Colonel Carr has been asked about this constantly, and a typical answer begins, “There is no substitute for experience.” He noted that the commanders of the first two Skylab flights, Capts. Charles Conrad Jr. and Alan L. Bean of the Navy had both had many problems calling for solutions on short notice.
“They thought of things that never would have occurred to others,” Colonel Carr said. “I'm sure that our lack of experience will be an embarrassment at one time or another in the mission.”
Referring to the 29 manned space flights in 12 years before the latest Skylab mission, Colonel Carr said, “We've matured to the point where we can get away with all‐rookie crews.'”
Although the brown‐haired, blue‐eyed colonel's first space flight opportunity came with Skylab, he was closely in volved with the Apollo program.
He spent much time at the Grumman Aerospace Corporation's factory at Bethpage, L. I., where the two stages of the lunar landing craft were put together in an immense “clean room” on metal stands decorated with the pictures of the astronauts who woud fly in them.
“I enjoy fiddling around with systems,” Colonel Carr said, noting that one of his hobbies is restoring an old sports car. He worked on the lunar lander that was to have flown on the Apollo 8 mission—which instead simply orbited the moon.
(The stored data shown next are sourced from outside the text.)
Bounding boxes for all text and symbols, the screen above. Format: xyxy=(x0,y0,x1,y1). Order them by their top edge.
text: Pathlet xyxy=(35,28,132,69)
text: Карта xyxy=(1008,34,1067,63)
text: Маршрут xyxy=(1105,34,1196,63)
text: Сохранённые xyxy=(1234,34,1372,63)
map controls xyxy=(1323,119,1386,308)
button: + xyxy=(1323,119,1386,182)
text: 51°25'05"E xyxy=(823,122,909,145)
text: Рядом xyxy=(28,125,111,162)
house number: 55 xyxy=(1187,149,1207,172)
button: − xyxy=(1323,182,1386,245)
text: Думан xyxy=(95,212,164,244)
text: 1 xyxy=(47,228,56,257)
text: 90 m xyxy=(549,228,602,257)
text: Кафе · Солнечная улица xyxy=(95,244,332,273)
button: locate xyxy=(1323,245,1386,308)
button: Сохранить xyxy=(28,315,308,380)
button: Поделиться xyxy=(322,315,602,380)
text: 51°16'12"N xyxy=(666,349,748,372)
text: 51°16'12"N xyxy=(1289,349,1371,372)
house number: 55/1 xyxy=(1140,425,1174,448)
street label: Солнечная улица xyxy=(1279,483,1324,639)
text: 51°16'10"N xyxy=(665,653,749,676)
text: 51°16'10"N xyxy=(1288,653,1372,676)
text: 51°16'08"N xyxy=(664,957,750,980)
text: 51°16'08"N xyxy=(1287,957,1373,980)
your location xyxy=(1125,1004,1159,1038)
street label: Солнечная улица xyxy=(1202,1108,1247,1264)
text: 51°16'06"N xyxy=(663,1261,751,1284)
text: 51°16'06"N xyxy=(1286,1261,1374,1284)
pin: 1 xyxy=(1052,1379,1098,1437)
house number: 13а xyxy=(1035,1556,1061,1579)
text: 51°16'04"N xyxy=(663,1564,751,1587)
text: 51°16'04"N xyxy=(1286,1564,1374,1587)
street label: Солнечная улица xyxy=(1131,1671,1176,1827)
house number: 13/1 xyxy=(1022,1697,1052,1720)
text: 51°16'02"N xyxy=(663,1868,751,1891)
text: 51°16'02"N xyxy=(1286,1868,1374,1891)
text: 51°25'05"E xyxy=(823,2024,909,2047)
Then, he worked on the lunar lender that Captains Conrad and Bean piloted to the moon's Ocean of Storms in November, 1969.
Role in Mission ControlLike many other astronauts, Colonel Carr worked as a “capsule communicator” in the mission control room in Houston, serving as the sole relay for all comments, requests and orders between earth and the astronauts in space.
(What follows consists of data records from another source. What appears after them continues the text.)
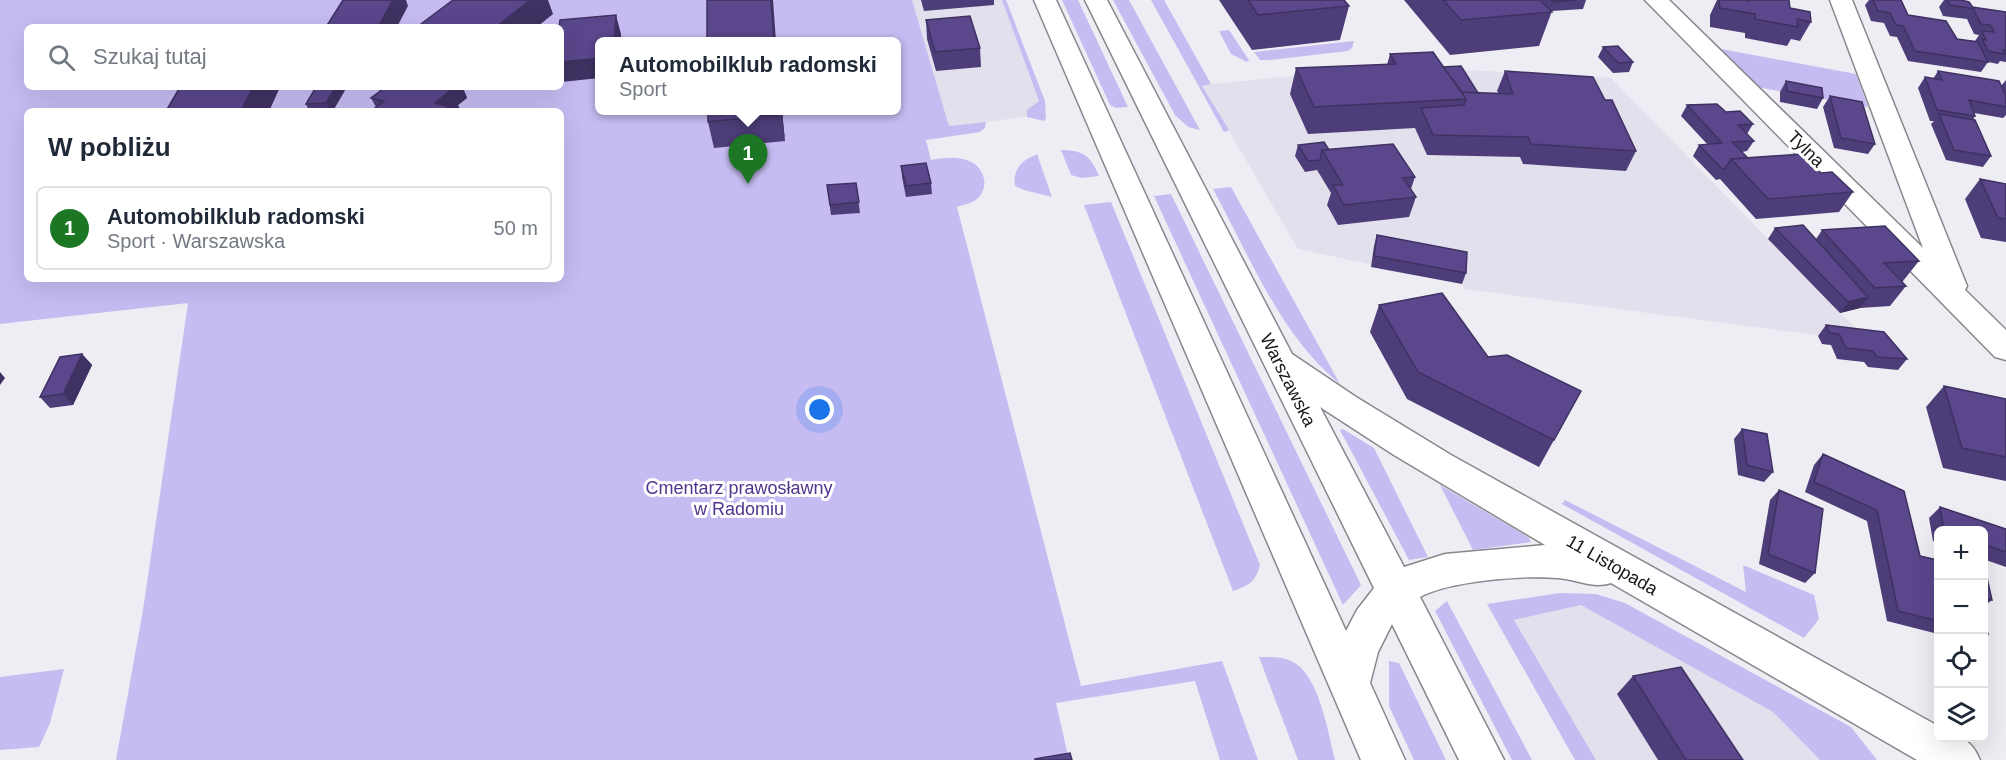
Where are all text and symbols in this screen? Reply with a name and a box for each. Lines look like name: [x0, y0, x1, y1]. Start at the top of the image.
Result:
search box: [24, 24, 564, 90]
popup: [595, 37, 901, 115]
icon: search: [45, 41, 78, 74]
text: Szukaj tutaj: [93, 44, 207, 69]
text: Automobilklub radomski: [619, 52, 877, 77]
text: Sport: [619, 78, 667, 100]
street label: Tylna: [1784, 127, 1829, 172]
text: W pobliżu: [48, 132, 171, 162]
pin: 1: [728, 134, 768, 184]
text: Automobilklub radomski: [107, 204, 365, 229]
text: 1: [64, 217, 75, 239]
text: 50 m: [494, 217, 538, 239]
text: Sport · Warszawska: [107, 230, 285, 252]
street label: Warszawska: [1256, 330, 1320, 431]
your location: [805, 395, 834, 424]
park label: Cmentarz prawosławny w Radomiu: [645, 478, 833, 519]
map controls: [1934, 526, 1988, 742]
button: +: [1934, 526, 1988, 580]
street label: 11 Listopada: [1563, 531, 1662, 600]
button: −: [1934, 580, 1988, 634]
button: locate: [1934, 634, 1988, 688]
button: layers: [1934, 688, 1988, 742]

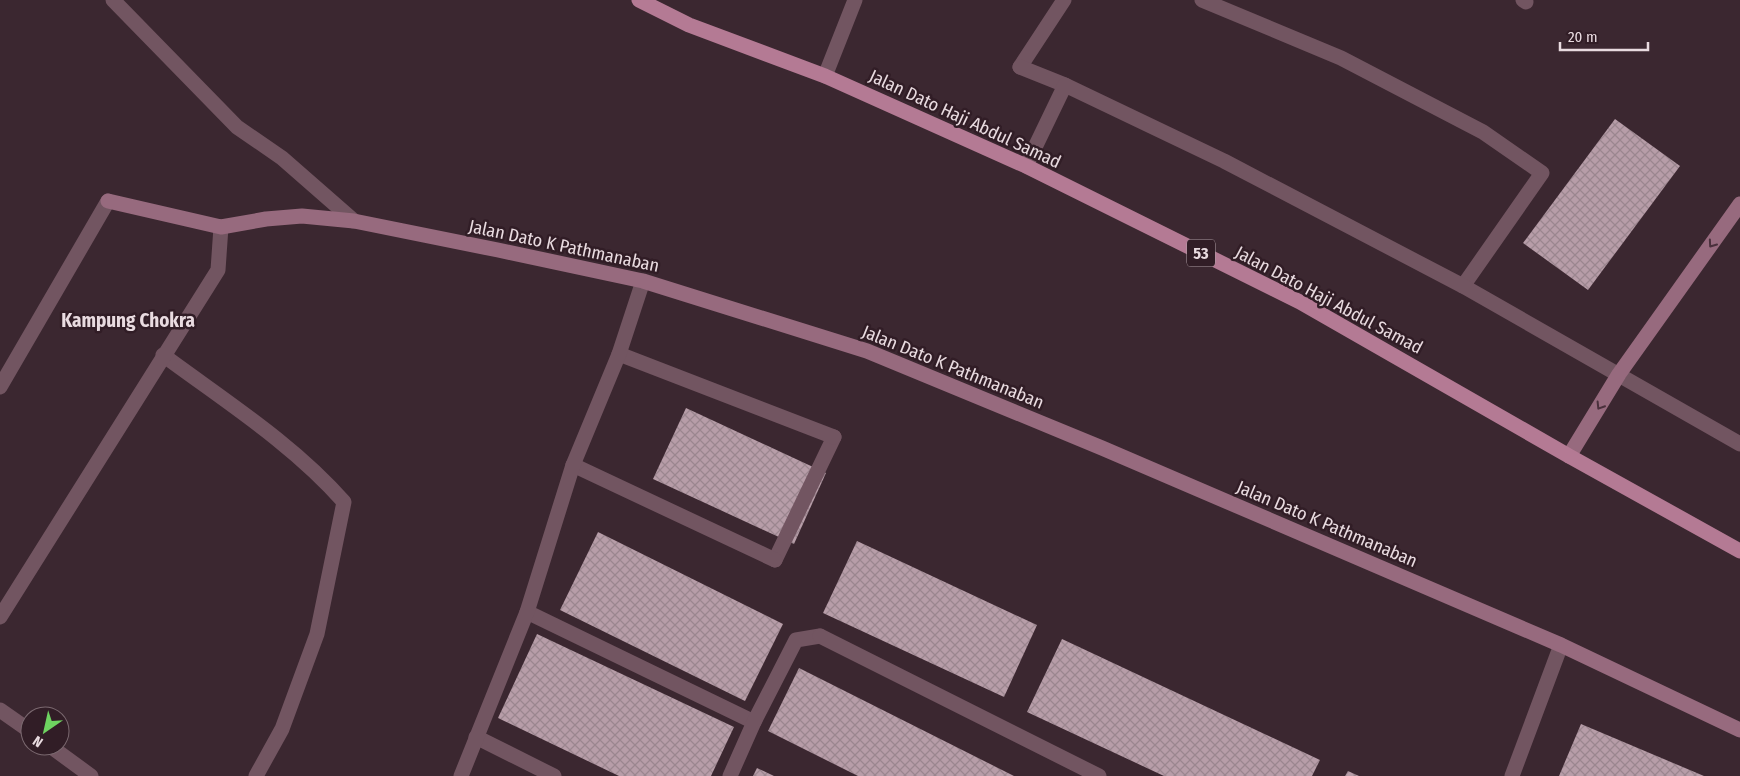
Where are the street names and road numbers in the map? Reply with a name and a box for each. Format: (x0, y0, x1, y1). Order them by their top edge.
street label: Jalan Dato Haji Abdul Samad (866, 65, 1064, 173)
street label: Jalan Dato K Pathmanaban (467, 215, 661, 277)
road number: 53 (1187, 240, 1215, 266)
street label: Jalan Dato Haji Abdul Samad (1231, 241, 1427, 359)
street label: Jalan Dato K Pathmanaban (859, 320, 1047, 414)
street label: Jalan Dato K Pathmanaban (1233, 476, 1421, 572)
On Apollo 8, he was at the CapCom's console when Captain Lovell, newly in orbit around the moon on the morning of Christmas Eve, began describing it for earthdwellers as “essentially gray, like plaster of paris.”
As Apollo 12 lifted from the Kennedy Space Center into a rainy sky and was struck by lightning, it was Colonel Carr who heard the word from the spaceship that “we had the whole world drop out on us,” meaning that the astronauts had encountered major, if brief, problems with their electrical systems. Colonel Carr recalled that he was a charter member of “The Royal Order of the Sweaty Palm.”
Colonel Carr was born Aug. 22, 1932, in Denver and grew up in Santa Ana, Calif., where his mother still lives and where he met his wife, the former Jo Ann Ruth Petrie. They have three sons and three daughters, including two sets of fraternal twins.
After receiving a bachelor of science degree in mechanical engineering from the University of Southern California in 1954, he entered the Marine Corps, and, after flight training, served in tactical squadrons before shifting to systems testing duty in 1965–66.